Exercise 19 — Benchmark Before and After Every Change

Always:

go test -bench=. -count=10 -benchmem

Compare with benchstat:

go install golang.org/x/perf/cmd/benchstat@latest
go test -bench=. -count=10 > old.txt
# make changes
go test -bench=. -count=10 > new.txt
benchstat old.txt new.txt

Without measurement, "optimisations" can be regressions. Atomic-related changes especially: the constant-factor changes are small (~ns), and noise can dominate. benchstat reports confidence intervals.

Win. Verified improvements; no regressions.


Exercise 20 — Know When to Stop

Atomic optimisations have diminishing returns. After:

  1. Replacing mutex-guarded counters with atomic.
  2. Sharding hot counters.
  3. Using the right operation (Add not CAS, Swap not Load+Store).
  4. Eliminating false sharing with padding.
  5. Removing atomics in single-goroutine-owned variables.

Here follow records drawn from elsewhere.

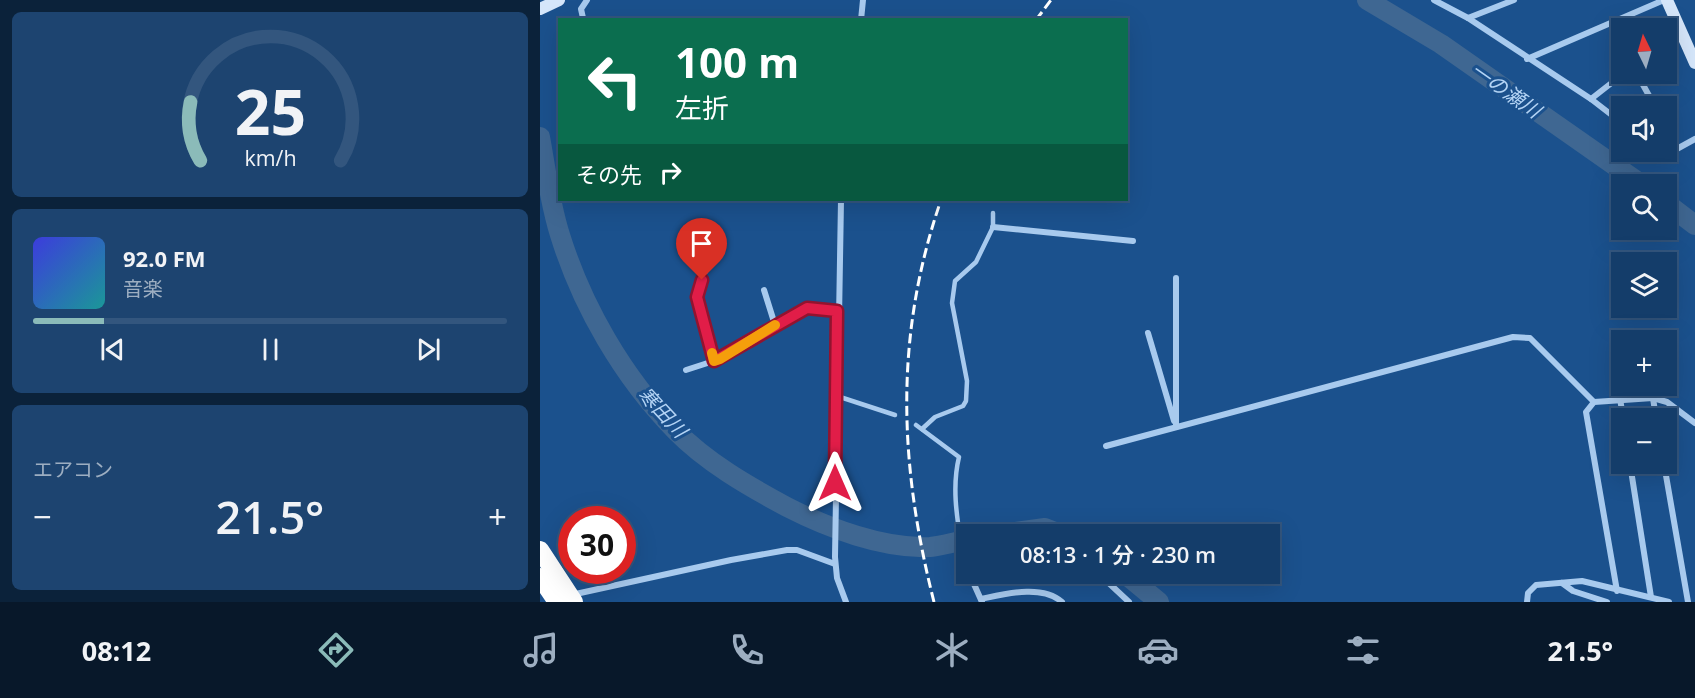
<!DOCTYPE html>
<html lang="ja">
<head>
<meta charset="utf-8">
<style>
  body { margin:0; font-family:"Open Sans","Noto Sans JP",sans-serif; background:#1d4470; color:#f1f3f6; height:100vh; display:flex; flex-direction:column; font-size:22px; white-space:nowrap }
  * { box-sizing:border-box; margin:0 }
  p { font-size:20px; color:#9daec1 }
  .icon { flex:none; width:33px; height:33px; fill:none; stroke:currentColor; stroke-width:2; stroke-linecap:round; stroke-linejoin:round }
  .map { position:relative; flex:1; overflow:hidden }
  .sheet { display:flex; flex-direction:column; gap:12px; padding:12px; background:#0b223a; width:540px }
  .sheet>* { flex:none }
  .hud { position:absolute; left:18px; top:18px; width:570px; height:183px; border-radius:0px; box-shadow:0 6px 24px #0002,0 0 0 2px #33567e; background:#0b6e4f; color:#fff; overflow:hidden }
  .needle { width:39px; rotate:355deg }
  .fabs { position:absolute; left:1071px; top:18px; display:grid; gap:12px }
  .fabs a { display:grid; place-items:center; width:66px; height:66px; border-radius:0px; background:#143d6a; box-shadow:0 6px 24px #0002,0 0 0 2px #33567e; font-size:30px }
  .speed { position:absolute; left:18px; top:506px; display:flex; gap:12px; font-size:30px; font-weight:700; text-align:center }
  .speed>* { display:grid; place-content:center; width:78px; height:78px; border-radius:50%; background:#143d6a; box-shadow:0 6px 24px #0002,0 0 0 2px #33567e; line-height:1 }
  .speed .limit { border:9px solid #d22; background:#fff; color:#111 }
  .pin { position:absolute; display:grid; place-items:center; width:51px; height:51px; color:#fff; margin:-62px -26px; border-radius:50% 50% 50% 0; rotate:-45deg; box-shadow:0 0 6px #0007 }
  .pin .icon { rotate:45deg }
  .me { position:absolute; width:66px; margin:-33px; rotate:0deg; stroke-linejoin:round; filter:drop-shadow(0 0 4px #0008) }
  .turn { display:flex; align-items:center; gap:21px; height:126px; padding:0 18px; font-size:27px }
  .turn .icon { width:78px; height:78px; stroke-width:2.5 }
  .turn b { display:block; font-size:42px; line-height:51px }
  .then { display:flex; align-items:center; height:57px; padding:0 18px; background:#0003; gap:12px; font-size:22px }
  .big { font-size:45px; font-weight:600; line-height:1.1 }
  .sheet .tile { flex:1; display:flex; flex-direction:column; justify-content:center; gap:9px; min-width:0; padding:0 21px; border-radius:9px; background:#1d4470 }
  .sheet .dial { align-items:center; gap:0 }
  .dial svg { height:156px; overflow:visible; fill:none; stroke:#33567e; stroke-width:7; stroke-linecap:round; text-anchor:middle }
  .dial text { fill:#f1f3f6; stroke:none }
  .song { display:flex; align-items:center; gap:18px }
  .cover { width:72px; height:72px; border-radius:9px; background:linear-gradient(135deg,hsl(240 70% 55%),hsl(180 70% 35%)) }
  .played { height:6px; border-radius:3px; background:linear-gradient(90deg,#8bbbb9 15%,#33567e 15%) }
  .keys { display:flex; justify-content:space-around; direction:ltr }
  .heat { display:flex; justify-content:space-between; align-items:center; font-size:33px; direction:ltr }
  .trip { position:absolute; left:416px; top:524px; width:324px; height:60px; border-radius:0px; background:#143d6a; box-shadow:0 6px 24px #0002,0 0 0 2px #33567e; font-weight:600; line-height:60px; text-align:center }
  .dock { display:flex; height:96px; justify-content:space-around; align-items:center; background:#08182a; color:#9daec1 }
  .dock .icon { width:42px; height:42px }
  .dock .active { color:#8bbbb9 }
  .dock b { font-size:27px; color:#f1f3f6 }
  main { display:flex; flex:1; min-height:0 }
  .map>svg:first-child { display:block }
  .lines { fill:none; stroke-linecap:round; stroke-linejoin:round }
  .river { stroke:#3f6792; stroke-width:20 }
  .lane { stroke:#a8caee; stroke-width:4.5 }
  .street { stroke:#a8caee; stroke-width:6 }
  .secondary { stroke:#d5e6fa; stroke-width:12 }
  .highway { stroke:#fff; stroke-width:18 }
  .rail { stroke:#fff; stroke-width:3; stroke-dasharray:10 4.5; stroke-linecap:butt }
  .route-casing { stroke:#92132f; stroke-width:15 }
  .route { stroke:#e11d48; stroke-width:10 }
  .slow { stroke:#f59e0b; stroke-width:10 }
  .labels { text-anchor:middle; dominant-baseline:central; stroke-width:6; stroke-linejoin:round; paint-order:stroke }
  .water-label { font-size:20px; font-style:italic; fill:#b4d4f5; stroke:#1b518d }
</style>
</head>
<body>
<main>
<section class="sheet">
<div class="tile dial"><svg viewBox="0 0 100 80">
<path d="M14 69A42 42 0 1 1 86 69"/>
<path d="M14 69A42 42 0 0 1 9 39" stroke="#8bbbb9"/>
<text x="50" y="56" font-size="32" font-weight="700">25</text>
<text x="50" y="72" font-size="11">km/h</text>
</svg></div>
<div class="tile">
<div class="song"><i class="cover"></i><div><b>92.0 FM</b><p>音楽</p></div></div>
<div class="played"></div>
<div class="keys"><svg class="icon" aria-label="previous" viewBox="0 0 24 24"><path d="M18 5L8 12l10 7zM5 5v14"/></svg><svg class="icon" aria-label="pause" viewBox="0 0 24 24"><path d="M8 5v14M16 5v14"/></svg><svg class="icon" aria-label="next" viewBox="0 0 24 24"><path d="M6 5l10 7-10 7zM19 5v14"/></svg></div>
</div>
<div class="tile"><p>エアコン</p>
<div class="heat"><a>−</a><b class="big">21.5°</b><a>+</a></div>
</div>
</section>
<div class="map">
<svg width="1155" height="602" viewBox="0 0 1155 602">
  <rect width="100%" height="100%" fill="#1b518d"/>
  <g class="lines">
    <g class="river">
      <polyline points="827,0 901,44 1101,184"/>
      <path d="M0 137C6 170 10 204 20 235 42 306 83 377 135 430 166 462 208 486 247 507 288 528 343 549 390 547 402 546 414 542 426 540"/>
      <polyline points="1126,203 1155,225"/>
      <polyline points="460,534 505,528 520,534"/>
      <polyline points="584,573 619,602"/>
    </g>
    <g class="lane">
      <polyline points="297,396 355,415"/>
      <path d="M376 425 419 457C411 490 418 523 423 557"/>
      <polyline points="382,429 395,417 423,406 426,401 427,381 412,303 415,281 436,262 453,227 453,213"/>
    </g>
    <g class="street">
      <polyline points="894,0 928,18 1051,99 1082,123"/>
      <polyline points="43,18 41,9 47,0"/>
      <polyline points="928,18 974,0"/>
      <polyline points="321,20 323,0"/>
      <polyline points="987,59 1124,0"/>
      <polyline points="1097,74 1112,101 1107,106"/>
      <polyline points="1051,99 1083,74"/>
      <polyline points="1118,152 1124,156 1155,139"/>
      <polyline points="301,200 295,557 297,578 306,602"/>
      <polyline points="453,227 593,241"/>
      <polyline points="167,264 157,297 175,361"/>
      <polyline points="636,278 636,427"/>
      <polyline points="224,290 235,325"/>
      <polyline points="608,333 634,421"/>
      <polyline points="146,370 180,359 267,307 298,311"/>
      <polyline points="1080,398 1083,418"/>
      <polyline points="1113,398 1116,418"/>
      <polyline points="566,446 973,337 990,338 1054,402"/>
      <polyline points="1090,464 1111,597"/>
      <polyline points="1124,464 1148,602"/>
      <polyline points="426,556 423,557 426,568"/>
      <polyline points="429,573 442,602"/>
      <polyline points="558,573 589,602"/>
      <polyline points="1022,583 1033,591 1067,602"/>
      <polyline points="1077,591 1046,412 1054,402 1113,398 1127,402 1155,423"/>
      <polyline points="31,595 191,560 247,550 257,550 295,564"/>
      <path d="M441 599C465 594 502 584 522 602"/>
      <polyline points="987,602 988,593 996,585 1042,581 1129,602"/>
    </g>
    <g class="secondary">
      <polyline points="1127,0 1155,63"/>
      <polyline points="0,9 19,0"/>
    </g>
    <g class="highway">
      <polyline points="0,550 34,602"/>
      <polyline points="0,577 17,602"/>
    </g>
    <g class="rail">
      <polyline points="496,20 511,0"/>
      <path d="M394 602C359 464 354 336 401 200"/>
    </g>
  </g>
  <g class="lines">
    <defs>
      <polyline id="route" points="162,280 157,297 174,361 267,308 297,311 295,483"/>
    </defs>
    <use href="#route" class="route-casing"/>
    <use href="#route" class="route"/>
    <polyline class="slow" points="172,353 174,361 180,359 235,325"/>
  </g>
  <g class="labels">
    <g class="water-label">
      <text transform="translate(966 90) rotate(35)">一の瀬川</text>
      <text transform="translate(123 412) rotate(47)">寒田川</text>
    </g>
  </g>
</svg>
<div class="fabs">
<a><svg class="needle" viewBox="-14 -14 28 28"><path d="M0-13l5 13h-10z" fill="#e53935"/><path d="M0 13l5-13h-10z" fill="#9daec1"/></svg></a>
<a><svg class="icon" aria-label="sound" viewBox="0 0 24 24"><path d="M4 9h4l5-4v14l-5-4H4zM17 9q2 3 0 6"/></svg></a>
<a><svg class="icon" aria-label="search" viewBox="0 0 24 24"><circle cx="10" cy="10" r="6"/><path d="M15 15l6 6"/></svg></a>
<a><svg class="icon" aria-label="layers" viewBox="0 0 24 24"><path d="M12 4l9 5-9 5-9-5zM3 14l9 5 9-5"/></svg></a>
<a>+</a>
<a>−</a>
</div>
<div class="speed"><div class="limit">30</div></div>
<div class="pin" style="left:162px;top:280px;background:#d93025"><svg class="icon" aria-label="arrive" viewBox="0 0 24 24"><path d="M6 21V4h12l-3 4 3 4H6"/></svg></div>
<svg class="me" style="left:295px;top:483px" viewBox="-20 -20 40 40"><path d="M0-17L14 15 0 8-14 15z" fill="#e11d48" stroke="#fff" stroke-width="4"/></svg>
<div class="trip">08:13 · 1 分 · 230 m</div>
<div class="hud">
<div class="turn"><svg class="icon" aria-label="left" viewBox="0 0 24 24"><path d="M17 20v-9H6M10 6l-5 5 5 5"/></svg><div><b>100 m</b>左折</div></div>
<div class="then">その先<svg class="icon" aria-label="right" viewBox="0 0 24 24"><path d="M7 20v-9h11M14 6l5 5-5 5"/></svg></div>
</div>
</div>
</main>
<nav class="dock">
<b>08:12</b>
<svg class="icon active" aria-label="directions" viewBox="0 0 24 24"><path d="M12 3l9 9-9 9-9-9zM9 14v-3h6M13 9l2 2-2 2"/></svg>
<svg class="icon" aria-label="music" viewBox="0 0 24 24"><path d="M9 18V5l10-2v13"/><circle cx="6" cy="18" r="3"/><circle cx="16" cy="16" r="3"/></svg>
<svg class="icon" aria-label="phone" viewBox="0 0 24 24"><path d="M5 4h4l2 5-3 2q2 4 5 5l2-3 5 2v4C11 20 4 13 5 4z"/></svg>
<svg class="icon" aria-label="climate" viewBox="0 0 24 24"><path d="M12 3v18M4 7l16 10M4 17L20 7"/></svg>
<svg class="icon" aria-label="car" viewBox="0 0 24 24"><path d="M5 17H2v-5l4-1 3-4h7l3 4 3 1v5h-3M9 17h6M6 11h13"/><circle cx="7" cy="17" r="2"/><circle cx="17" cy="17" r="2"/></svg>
<svg class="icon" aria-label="filters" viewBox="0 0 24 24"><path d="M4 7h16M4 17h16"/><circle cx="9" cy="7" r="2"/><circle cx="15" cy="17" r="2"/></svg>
<b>21.5°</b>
</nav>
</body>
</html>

The atomic cost is usually a small fraction of total CPU. Further optimisation belongs to:

  • Algorithm changes (different data structure, better algorithm).
  • Reducing work (fewer items processed, smarter caching).
  • Eliminating allocations.
  • Removing redundant operations.

A 50% improvement to a 2 ns operation saves 1 ns per call. A 10% improvement to a 200 ns operation saves 20 ns. Optimise the big numbers first.


Final Notes

The sync/atomic optimisation playbook:

  1. Replace mutex with atomic for single-variable updates.
  2. Replace CAS with Add/Swap/And/Or when applicable.
  3. Replace atomic.Value with atomic.Pointer[T] for type safety and speed.
  4. Shard hot counters with cache-line padding.
  5. Goroutine-local accumulation with periodic merge for hot per-item counters.
  6. Pass concrete types, not interfaces for atomic-method calls.
  7. Keep wrapper methods one-liners so the compiler inlines them.
  8. Question whether atomic is needed at all — single-owner variables do not need it.
  9. Profile before optimising — most atomic ops are not bottlenecks.
  10. Benchmark with benchstat to validate improvements.

The smallest correct primitive wins. Atomic for one variable, mutex for several, channel for messages. Pick correctly and the rest is constant-factor tuning.